Sunday, 3 May 2009

Dublin 2009

I recently visited Dublin and my experience there was nothing short of fantastic. When I left London for Dublin, the BBC “rainy weekend” forecast totally had my expectations in check. But everything turned out to be a pleasant surprise when I reached my destination.

First impression:

Well, so I took the train from London to Holyhead, which is a port on the west coast on Britain (in Wales), and took the ferry from Holyhead to Dublin. While this was my first time in a ferry and I quite enjoyed it, I would avoid the train journey if I were to go there again. While I was waiting for my ferry to arrive at 2:40 in the night, two drunken Irish girls got down from the ferry from Dublin, and started enquiring about “how to reach UK”. One of them started dancing and hugging the gentleman who tried telling her she was already in UK. Finally a fight broke out between the two (no one knows why) and the police arrived to take them away. THAT was some start to my journey, and I started to get nervous about what was in store for me in Ireland.

Day 1:

Dublin turned out to be very welcoming and pleasant in spite of my ‘entertaining’ experience at Holyhead. This was the first time I stayed in a hostel, and I think makes sense when you know you are going to travel quite a bit and don’t want to go overboard on the hotel expenses, which are typically thrice as expensive as the hostels. I met a girl from DC in the breakfast room and she joined me in exploring the city on foot.

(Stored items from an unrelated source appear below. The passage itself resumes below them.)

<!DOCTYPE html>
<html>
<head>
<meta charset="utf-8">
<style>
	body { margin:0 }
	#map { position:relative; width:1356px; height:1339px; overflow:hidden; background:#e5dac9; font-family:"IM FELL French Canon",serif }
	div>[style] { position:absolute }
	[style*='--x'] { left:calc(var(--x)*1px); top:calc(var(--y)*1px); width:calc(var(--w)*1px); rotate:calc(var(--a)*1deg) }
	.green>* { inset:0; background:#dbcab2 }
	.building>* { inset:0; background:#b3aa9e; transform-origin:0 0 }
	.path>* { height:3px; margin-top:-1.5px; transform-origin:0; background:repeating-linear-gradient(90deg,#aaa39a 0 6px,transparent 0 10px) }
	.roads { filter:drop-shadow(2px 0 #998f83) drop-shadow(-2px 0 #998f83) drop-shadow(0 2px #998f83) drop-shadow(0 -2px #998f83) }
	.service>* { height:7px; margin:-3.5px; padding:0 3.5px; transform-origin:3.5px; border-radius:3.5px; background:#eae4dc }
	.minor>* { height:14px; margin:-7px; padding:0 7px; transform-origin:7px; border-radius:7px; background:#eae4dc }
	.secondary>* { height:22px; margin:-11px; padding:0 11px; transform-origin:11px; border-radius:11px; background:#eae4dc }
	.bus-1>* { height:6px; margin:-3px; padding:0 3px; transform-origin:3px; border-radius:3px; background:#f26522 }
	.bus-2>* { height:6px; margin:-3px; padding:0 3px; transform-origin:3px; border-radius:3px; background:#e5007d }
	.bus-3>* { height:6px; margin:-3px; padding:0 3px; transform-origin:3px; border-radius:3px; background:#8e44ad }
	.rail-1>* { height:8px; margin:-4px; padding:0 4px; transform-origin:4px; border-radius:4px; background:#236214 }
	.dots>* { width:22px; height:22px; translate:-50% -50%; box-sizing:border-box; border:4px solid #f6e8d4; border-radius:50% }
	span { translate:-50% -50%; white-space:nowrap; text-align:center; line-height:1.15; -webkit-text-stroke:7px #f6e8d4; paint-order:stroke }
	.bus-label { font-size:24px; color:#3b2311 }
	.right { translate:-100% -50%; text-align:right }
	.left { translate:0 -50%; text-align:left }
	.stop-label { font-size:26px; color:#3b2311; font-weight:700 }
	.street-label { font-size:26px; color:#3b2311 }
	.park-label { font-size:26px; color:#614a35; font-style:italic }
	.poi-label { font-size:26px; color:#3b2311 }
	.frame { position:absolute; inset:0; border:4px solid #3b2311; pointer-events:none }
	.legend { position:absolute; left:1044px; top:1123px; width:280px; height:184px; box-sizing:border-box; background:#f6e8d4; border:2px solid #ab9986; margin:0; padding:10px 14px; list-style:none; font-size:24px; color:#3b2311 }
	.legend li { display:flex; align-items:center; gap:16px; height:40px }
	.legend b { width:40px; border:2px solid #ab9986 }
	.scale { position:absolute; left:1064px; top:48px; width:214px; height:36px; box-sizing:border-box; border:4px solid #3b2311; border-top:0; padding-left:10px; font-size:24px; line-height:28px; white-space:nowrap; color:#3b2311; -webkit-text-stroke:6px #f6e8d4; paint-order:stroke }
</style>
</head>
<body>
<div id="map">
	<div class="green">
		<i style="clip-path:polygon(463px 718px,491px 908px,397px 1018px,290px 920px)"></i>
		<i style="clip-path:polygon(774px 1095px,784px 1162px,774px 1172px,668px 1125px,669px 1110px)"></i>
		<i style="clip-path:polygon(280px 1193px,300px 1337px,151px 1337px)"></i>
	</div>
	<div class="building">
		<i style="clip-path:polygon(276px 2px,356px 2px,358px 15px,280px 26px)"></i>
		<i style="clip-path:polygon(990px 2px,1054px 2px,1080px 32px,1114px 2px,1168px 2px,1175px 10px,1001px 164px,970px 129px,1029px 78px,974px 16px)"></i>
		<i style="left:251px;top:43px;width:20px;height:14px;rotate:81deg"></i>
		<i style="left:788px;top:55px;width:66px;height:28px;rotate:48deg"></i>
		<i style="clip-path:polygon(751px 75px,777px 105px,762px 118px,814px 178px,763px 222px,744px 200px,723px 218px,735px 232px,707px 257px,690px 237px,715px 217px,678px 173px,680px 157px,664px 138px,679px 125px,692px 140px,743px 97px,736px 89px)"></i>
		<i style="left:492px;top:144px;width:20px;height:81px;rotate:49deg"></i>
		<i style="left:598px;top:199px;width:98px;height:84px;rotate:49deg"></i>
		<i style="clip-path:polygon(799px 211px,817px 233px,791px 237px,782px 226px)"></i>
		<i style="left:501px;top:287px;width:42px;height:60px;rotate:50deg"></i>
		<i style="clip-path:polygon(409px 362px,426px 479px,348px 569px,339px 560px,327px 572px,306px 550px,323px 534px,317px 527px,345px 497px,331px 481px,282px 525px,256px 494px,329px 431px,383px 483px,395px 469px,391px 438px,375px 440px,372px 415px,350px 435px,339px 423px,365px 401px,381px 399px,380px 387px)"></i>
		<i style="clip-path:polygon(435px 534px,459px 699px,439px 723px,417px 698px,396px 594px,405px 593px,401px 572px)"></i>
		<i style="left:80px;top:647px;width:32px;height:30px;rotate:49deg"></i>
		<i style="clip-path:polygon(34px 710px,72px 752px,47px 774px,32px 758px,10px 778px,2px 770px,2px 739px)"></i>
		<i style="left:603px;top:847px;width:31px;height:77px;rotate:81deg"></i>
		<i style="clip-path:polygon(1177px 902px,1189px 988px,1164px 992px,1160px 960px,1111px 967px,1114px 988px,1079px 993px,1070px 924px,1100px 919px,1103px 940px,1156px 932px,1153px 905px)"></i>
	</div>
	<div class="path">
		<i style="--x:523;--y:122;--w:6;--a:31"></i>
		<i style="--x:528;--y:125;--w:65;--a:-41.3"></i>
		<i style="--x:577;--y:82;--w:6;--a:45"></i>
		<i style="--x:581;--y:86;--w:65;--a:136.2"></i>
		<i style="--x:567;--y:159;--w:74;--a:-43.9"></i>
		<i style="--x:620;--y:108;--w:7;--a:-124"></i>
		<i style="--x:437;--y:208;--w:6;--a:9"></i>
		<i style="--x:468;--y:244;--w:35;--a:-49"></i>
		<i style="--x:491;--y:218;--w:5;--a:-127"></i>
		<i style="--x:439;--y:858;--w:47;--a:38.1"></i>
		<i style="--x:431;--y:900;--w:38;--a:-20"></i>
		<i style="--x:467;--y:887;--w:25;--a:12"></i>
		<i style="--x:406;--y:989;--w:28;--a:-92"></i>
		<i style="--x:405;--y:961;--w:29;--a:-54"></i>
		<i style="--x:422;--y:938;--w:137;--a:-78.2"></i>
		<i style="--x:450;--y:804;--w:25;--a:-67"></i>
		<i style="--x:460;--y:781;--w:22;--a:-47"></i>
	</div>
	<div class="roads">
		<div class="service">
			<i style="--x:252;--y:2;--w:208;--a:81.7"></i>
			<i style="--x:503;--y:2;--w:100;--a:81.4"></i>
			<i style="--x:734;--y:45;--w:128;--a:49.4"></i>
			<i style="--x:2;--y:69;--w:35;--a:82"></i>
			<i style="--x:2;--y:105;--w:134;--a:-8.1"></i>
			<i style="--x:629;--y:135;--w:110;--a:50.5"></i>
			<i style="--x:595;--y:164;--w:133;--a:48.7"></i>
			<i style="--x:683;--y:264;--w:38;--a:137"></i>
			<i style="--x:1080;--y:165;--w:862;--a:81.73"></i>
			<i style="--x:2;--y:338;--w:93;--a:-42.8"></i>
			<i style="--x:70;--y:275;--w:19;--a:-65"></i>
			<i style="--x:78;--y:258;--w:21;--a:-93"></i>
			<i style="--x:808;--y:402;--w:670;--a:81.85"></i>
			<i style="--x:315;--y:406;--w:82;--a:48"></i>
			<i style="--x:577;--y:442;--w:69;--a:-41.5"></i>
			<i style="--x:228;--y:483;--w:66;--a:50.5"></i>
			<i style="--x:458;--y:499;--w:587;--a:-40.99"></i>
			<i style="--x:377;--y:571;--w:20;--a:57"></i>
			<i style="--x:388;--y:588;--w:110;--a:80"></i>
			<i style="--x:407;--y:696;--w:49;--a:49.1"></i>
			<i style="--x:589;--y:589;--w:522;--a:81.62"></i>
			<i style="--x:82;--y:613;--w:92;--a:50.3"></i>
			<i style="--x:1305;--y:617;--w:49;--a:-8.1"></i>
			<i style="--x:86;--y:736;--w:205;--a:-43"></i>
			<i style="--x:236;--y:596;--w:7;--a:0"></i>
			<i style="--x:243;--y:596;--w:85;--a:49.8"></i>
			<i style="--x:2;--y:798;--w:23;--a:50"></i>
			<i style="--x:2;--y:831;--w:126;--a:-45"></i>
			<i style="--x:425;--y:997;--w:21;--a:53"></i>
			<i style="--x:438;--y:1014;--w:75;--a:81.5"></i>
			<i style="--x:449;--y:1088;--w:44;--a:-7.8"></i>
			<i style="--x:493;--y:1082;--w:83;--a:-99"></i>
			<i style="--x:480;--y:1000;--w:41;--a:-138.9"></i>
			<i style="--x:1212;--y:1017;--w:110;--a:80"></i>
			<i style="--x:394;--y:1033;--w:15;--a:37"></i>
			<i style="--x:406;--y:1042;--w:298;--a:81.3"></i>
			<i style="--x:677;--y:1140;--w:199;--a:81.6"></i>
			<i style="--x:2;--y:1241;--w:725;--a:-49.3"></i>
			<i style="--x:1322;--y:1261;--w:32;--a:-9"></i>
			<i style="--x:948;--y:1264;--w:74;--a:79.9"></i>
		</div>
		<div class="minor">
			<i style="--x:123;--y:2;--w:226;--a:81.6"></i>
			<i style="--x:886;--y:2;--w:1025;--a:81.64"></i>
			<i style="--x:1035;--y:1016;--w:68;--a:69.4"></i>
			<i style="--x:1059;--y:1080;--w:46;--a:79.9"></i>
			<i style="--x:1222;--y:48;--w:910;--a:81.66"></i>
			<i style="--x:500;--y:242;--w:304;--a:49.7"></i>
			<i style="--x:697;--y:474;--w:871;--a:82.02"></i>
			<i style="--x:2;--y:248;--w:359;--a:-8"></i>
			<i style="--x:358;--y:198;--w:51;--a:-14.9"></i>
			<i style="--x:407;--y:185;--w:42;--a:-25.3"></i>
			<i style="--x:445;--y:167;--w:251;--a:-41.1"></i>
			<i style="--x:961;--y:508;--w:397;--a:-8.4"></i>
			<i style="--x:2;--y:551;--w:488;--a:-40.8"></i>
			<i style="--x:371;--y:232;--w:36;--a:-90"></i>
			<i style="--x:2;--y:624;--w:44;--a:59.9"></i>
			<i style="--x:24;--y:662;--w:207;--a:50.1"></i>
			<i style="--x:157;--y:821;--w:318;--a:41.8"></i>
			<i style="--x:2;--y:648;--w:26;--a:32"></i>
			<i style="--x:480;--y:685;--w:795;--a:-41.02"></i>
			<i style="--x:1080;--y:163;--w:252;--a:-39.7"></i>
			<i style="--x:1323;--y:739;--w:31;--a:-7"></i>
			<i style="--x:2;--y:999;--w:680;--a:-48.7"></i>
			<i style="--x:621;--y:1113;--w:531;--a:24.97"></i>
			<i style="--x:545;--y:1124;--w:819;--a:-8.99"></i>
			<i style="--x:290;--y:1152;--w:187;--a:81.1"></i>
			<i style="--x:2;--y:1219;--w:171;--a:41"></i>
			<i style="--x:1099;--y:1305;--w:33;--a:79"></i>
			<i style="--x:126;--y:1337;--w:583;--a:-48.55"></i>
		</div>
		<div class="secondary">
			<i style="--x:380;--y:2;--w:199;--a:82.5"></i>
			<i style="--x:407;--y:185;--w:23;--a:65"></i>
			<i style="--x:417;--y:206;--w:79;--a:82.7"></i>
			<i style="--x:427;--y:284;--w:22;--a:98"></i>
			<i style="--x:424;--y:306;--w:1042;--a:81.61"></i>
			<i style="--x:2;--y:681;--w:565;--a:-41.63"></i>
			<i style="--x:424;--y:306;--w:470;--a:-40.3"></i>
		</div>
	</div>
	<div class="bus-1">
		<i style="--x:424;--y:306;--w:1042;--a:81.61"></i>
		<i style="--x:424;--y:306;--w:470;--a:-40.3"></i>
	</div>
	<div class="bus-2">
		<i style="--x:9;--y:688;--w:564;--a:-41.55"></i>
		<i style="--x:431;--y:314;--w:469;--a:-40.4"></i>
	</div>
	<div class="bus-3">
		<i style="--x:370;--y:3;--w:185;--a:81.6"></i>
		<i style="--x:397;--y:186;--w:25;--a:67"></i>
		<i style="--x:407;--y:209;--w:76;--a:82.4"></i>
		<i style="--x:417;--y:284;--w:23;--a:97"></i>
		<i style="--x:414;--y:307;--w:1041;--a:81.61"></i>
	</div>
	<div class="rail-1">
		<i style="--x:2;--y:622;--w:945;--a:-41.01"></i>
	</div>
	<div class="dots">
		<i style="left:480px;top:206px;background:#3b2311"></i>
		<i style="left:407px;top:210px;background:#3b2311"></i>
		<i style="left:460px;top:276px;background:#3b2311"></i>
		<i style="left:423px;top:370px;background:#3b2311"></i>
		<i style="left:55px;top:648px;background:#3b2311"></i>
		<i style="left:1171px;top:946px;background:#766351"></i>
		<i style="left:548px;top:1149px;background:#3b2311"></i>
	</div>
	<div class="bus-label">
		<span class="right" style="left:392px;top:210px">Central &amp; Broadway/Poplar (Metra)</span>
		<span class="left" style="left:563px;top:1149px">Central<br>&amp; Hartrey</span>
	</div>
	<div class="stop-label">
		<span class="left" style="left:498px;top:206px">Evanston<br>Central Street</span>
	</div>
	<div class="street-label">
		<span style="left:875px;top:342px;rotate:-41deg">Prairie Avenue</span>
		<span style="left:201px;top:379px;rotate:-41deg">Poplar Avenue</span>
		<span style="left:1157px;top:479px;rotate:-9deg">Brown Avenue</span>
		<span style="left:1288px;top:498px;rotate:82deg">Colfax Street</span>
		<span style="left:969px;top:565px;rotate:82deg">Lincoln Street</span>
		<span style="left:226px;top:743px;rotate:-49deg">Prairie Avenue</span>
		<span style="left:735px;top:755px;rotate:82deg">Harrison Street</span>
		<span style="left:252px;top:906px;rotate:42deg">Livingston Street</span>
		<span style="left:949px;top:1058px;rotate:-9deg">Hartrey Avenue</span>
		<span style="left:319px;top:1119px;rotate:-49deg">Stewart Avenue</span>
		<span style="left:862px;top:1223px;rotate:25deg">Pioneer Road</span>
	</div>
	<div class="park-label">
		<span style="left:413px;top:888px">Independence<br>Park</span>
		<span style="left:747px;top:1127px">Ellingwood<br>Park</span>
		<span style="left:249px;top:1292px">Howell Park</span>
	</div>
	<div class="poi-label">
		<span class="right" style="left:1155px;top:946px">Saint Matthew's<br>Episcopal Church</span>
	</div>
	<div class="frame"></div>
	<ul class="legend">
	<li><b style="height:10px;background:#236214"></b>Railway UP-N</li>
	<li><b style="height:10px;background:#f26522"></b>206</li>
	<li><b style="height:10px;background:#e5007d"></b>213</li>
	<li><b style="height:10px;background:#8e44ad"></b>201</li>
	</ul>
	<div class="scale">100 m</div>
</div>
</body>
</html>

We started at the O’Connel monument and went on to Trinity College. Even though the buildings have undergone evident facelifts after being built in 1592, the campus is magnificent. We went inside the Old Library to see the spectacular long room, and then to the Treasury to see the beautiful Book of Kells, which was made around 800 AD. I still can’t believe that handcrafted designs can be so intricate! The vibrant colors were apparently taken from rare minerals found in the Middle East. Oh, and the red dye was taken from a particular species of insects, but only when they were pregnant. Now, THAT must have been quite a task!

We then walked to Grafton Street, the main vibrant shopping area of the city. It started to get sunny as we had a second breakfast near St Ann’s Church. National Museum was nice too, although I was surprised that there was nothing from the struggle against the British rule. National Gallery was a collection of nice paintings set against colorful walls. We then went to St Stephen’s Green park, which was beautiful beautiful. Basically, we were lucky in that all the flowers were in blossom, and it was sunny and pleasant. I was so happy that my friend dragged me there even though I hadn’t planned on it earlier. We ended the day with St Patrick’s Church and its huge ornate stained glass walls. Splendid!

The evening at the Auld Dubliner:

We had walked almost 15 kms in one day. My feet were screaming for mercy and we decided to take rest for an hour before hitting the Temple Bar area for dinner at an Irish restaurant. Temple Bar (the famous bar after which the area is named) is so overrated! There was jam packed with absolutely no place to stand, and men were pushing women. Gross. We decided to leave the bar early, and went in ‘The Auld Dubliner’ instead. This was where the real party began. I quite liked the crowd – very international and very friendly. And the music wasn’t bad either. So we Indian girls sat at the bar and got ourselves two pints of Guinness. The barmen were very friendly, except the Indian one, who seemed very skeptical of us.

However, we were not alone for long. At one point, we were surrounded by a group of 8-10 German men at a bachelor party, who were very curious about ‘Indian black’ eyes. It’s nice to be told that one is beautiful. Hell, it’s very nice to be told that. In the bigger scheme of things, these small compliments go a long way! The snooty Indian barman wasn’t laughing anymore. We then met another girl from Indiana. I ended up having one of my best nightouts ever! When we started, we thought we’d be back by 11. Hell, we went back at like 4 or something!

Day 2:

Day 2 started very late for obvious reasons. We had to cover four main places and had just over half a day. We first took a tour of the Guinness storehouse, where they had simulated a mini brewery for us. Very impressive indeed. Arthur Guinness, the man who invented the Guiness ‘formula’ exactly 250 years ago, signed a 9000 year lease for his brewery. Genius!

After about an hour in the brewery and a couple of free sips of the famous beer, we went to do a tour of the Kilmainham Gaol jail, where the national heroes of the 1916 Easter Rising were held captive and shot. It was nice to know about the history of Ireland and I was quite moved by some of the stories of the heroes. The Irish got their freedom from Britain in 1922, but only after splitting the country in two (the Northern Ireland is still a British territory). We then came back to the city center to do a tour of the Dublin castle, which was home to the British queen when she used to visit Ireland. I headed to the hostel after visiting the Christ Church Cathedral.

Dublin is definitely worth a visit if you are in Europe or UK for tourism. It is easy to get around, and the people are one of the friendliest in Europe.